FOSSASIA‘s Open Event Server uses alembic migration files to handle all database operations and updating. Whenever the database is changed a corresponding migration python script is made so that the database will migrate accordingly for other developers as well. But often we forget that the automatically generated script usually just add/deletes columns or alters the column properties. It does not handle the migration of existing data in that column. This can lead to huge data loss or error in migration as well.
For example :
def upgrade(): # ### commands auto generated by Alembic - please adjust! ### op.alter_column('ticket_holders', 'lastname', existing_type=sa.VARCHAR(), nullable=False) # ### end Alembic commands ###
Here, the goal was to change the column “ticket_holders” from nullable to not nullable. The script that alembic autogenerated just uses op.alter_column().
It does not count for the already existing data. So, if the column has any entries which are null, this migration will lead to an error saying that the column contains null entries and hence cannot be “NOT NULL”.
How to Handle This?
Before altering the column definition we can follow the following steps :
- Look for all the null entries in the column
- Give some arbitrary default value to those
- Now we can safely alter the column definition
Let’s see how we can achieve this. For connecting with the database we will use SQLAlchemy. First, we get a reference to the table and the corresponding column that we wish to alter.

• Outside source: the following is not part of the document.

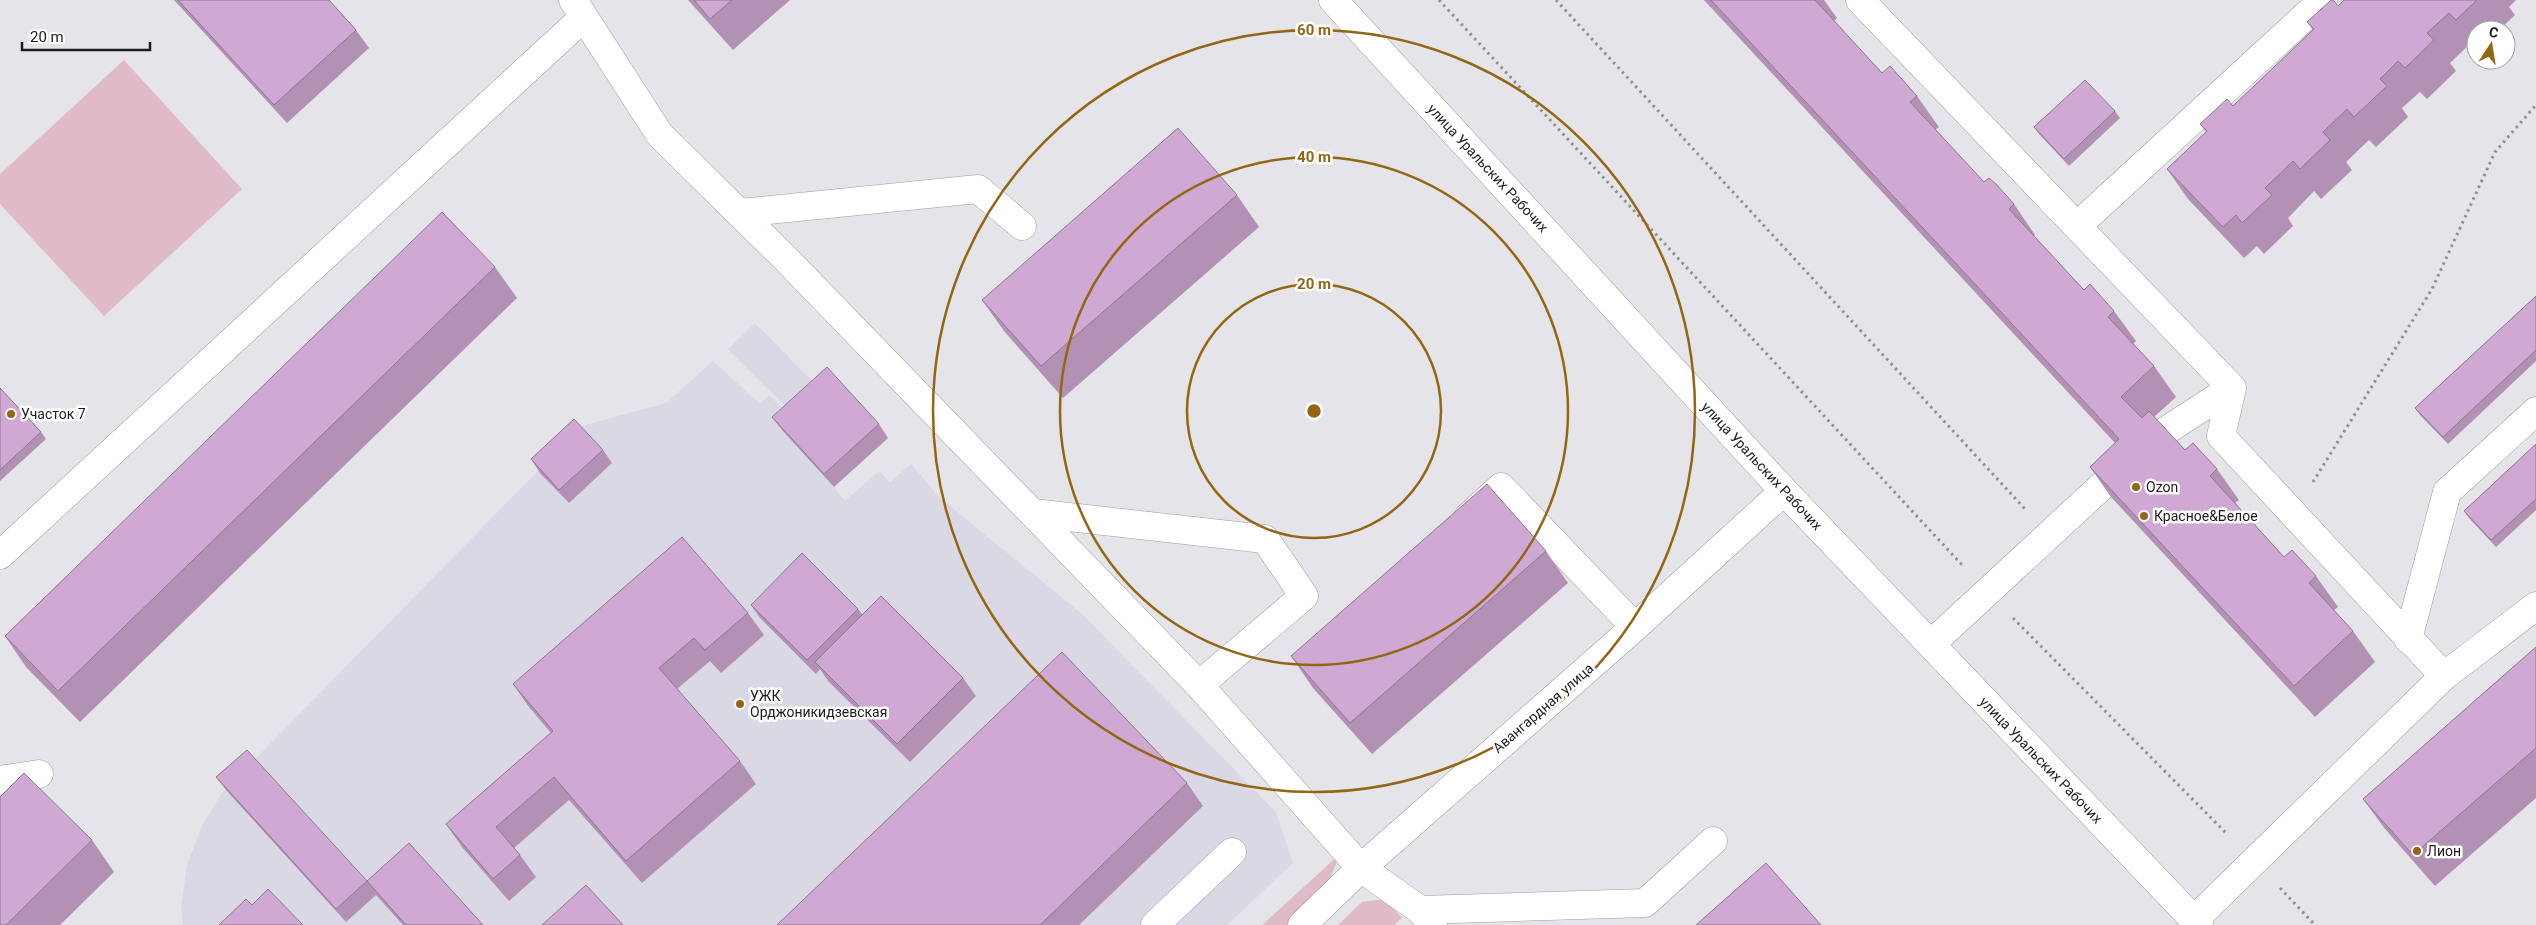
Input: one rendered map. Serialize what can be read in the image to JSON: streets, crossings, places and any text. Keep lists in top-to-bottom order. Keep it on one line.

ticket_holders_table = sa.sql.table('ticket_holders', sa.Column('lastname', sa.VARCHAR()))
Since we need the “last_name” column from the table “ticket_holders”, we specify it in the method argument.

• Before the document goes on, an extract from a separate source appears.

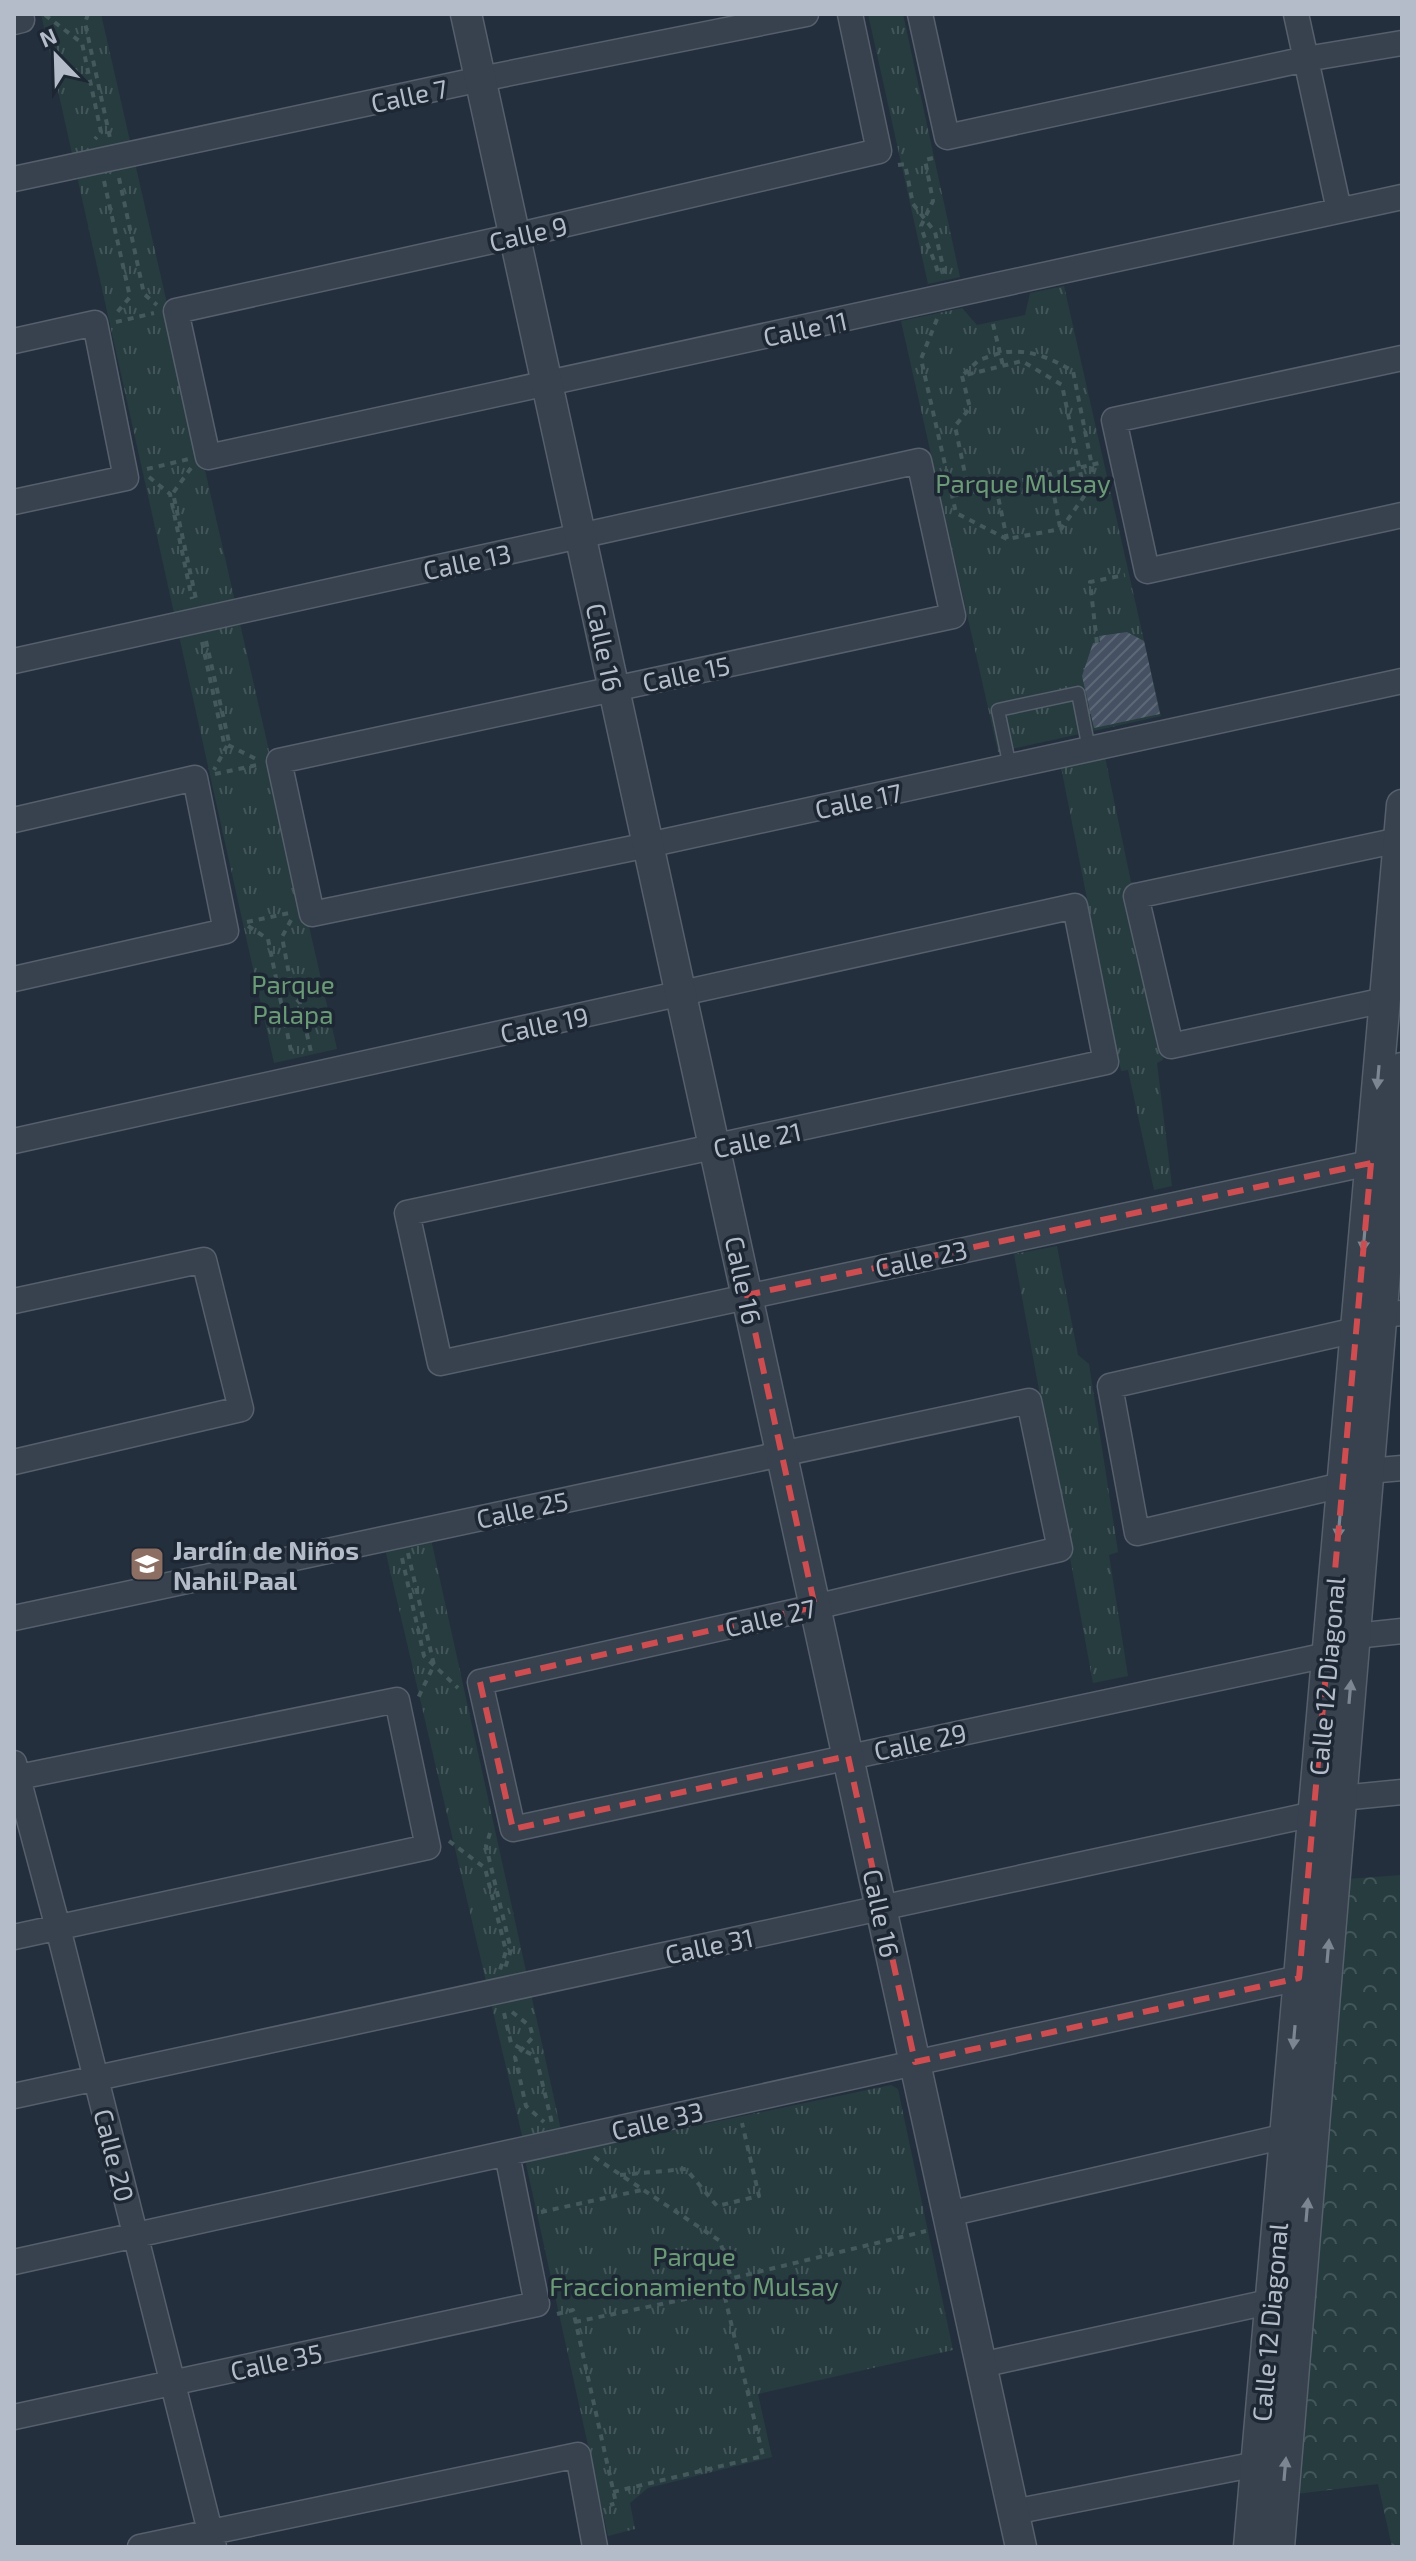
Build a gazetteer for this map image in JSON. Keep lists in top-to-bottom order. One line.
{"streets":{"street":["Calle 7","Calle 9","Calle 11","Calle 13","Calle 16","Calle 15","Calle 17","Calle 19","Calle 21","Calle 23","Calle 25","Calle 27","Calle 12 Diagonal","Calle 29","Calle 31","Calle 33","Calle 20","Calle 35"]},"crossings":[["Calle 7","Calle 16"],["Calle 9","Calle 16"],["Calle 11","Calle 16"],["Calle 13","Calle 16"],["Calle 13","Calle 15"],["Calle 16","Calle 15"],["Calle 16","Calle 17"],["Calle 16","Calle 19"],["Calle 16","Calle 21"],["Calle 16","Calle 23"],["Calle 16","Calle 25"],["Calle 16","Calle 27"],["Calle 16","Calle 29"],["Calle 16","Calle 31"],["Calle 16","Calle 33"],["Calle 19","Calle 21"],["Calle 21","Calle 23"],["Calle 23","Calle 12 Diagonal"],["Calle 25","Calle 27"],["Calle 12 Diagonal","Calle 29"],["Calle 12 Diagonal","Calle 31"],["Calle 12 Diagonal","Calle 33"],["Calle 31","Calle 20"],["Calle 33","Calle 20"],["Calle 20","Calle 35"]],"parks":["Parque Mulsay","Parque Palapa","Parque Fraccionamiento Mulsay"],"places":{"school or university":["Jardín de Niños Nahil Paal"]},"north":"top left"}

Now, we will give an arbitrary default value to all the originally null entries in the column. In this case, I chose to use a space character.
op.execute(ticket_holders_table.update() .where(ticket_holders_table.c.lastname.is_(None)) .values({'lastname': op.inline_literal(' ')}))

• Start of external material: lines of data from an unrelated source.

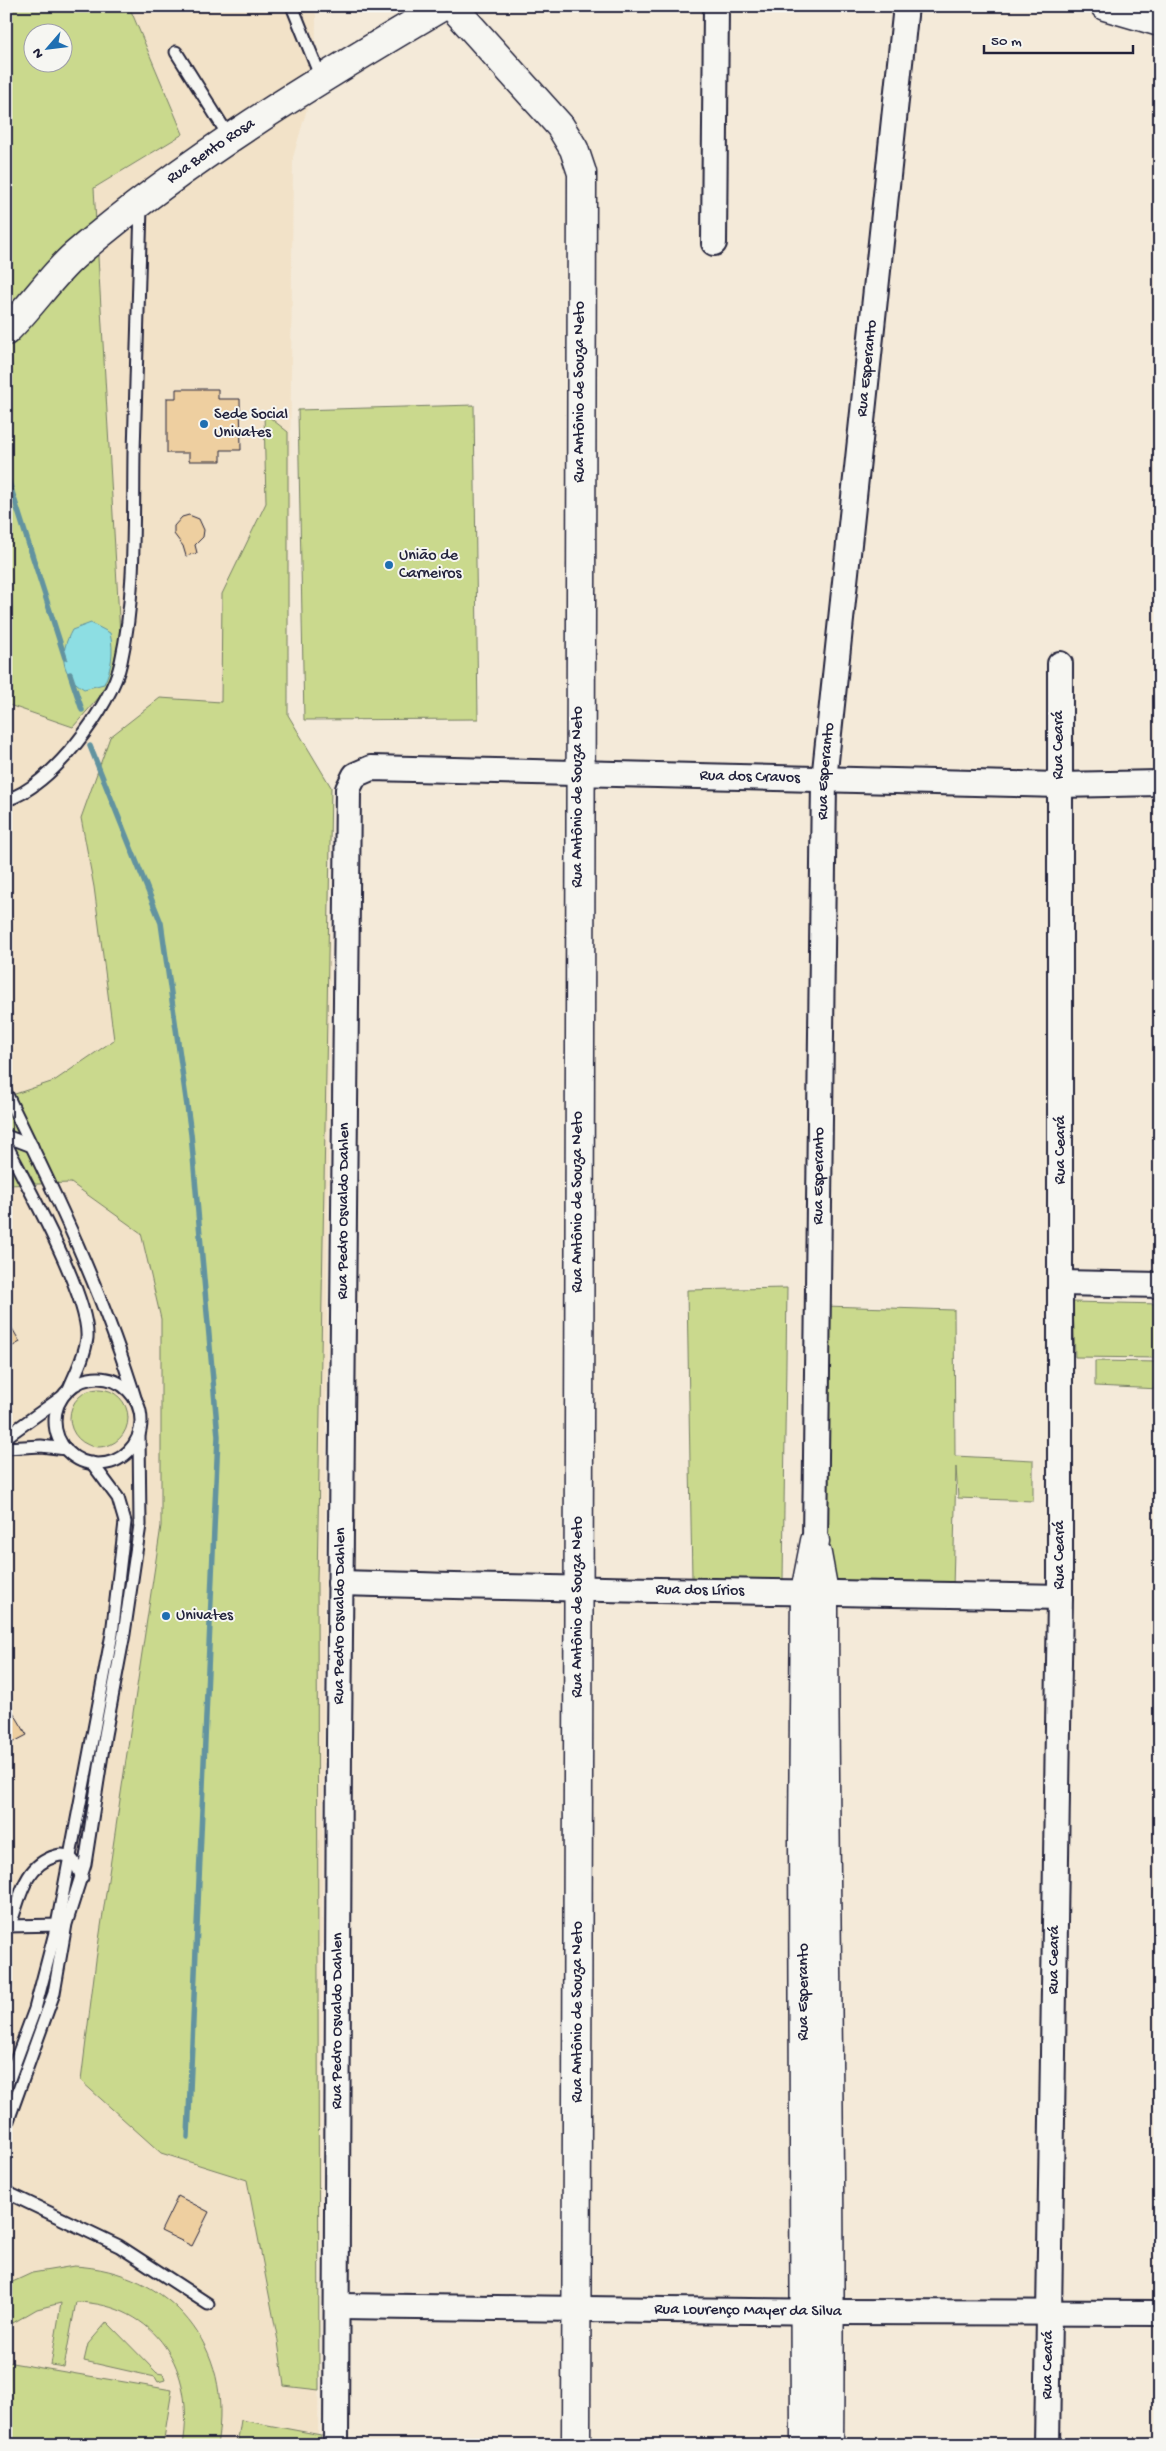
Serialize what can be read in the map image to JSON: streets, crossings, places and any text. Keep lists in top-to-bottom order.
{
  "streets": {
    "street": [
      "Rua Bento Rosa",
      "Rua Esperanto",
      "Rua Antônio de Souza Neto",
      "Rua Ceará",
      "Rua dos Cravos",
      "Rua Pedro Osvaldo Dahlen",
      "Rua dos Lírios",
      "Rua Lourenço Mayer da Silva"
    ]
  },
  "crossings": [
    ["Rua Esperanto", "Rua dos Cravos"],
    ["Rua Esperanto", "Rua dos Lírios"],
    ["Rua Esperanto", "Rua Lourenço Mayer da Silva"],
    ["Rua Antônio de Souza Neto", "Rua dos Cravos"],
    ["Rua Antônio de Souza Neto", "Rua dos Lírios"],
    ["Rua Antônio de Souza Neto", "Rua Lourenço Mayer da Silva"],
    ["Rua Ceará", "Rua dos Cravos"],
    ["Rua Ceará", "Rua dos Lírios"],
    ["Rua Ceará", "Rua Lourenço Mayer da Silva"],
    ["Rua dos Cravos", "Rua Pedro Osvaldo Dahlen"],
    ["Rua Pedro Osvaldo Dahlen", "Rua dos Lírios"],
    ["Rua Pedro Osvaldo Dahlen", "Rua Lourenço Mayer da Silva"]
  ],
  "places": ["Sede Social Univates", "União de Carneiros", "Univates"],
  "scale_bar": "50 m",
  "north": "bottom left"
}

op.execute() can execute direct SQL commands as well but we chose to go with SQLAlchemy which builds an optimal SQL command from our modular input. One such example of a complex SQL command being directly executed is :
op.execute('INSERT INTO event_types(name, slug) SELECT DISTINCT event_type_id, lower(replace(regexp_replace(event_type_id, \'& |,\', \'\', \'g\'), \' \', \'-\')) FROM events where not exists (SELECT 1 FROM event_types where event_types.name=events.event_type_id) and event_type_id is not null;'))
Now that we have handled all the null data, it is safe to alter the column definition. So we proceed to execute the final statement –
op.alter_column('ticket_holders', 'lastname', existing_type=sa.VARCHAR(), nullable=False)
Now the entire migration script will run without any error. The final outcome would be –
- All the null “last_name” entries would be replaced by a space character
- The “last_name” column would now be a NOT NULL column.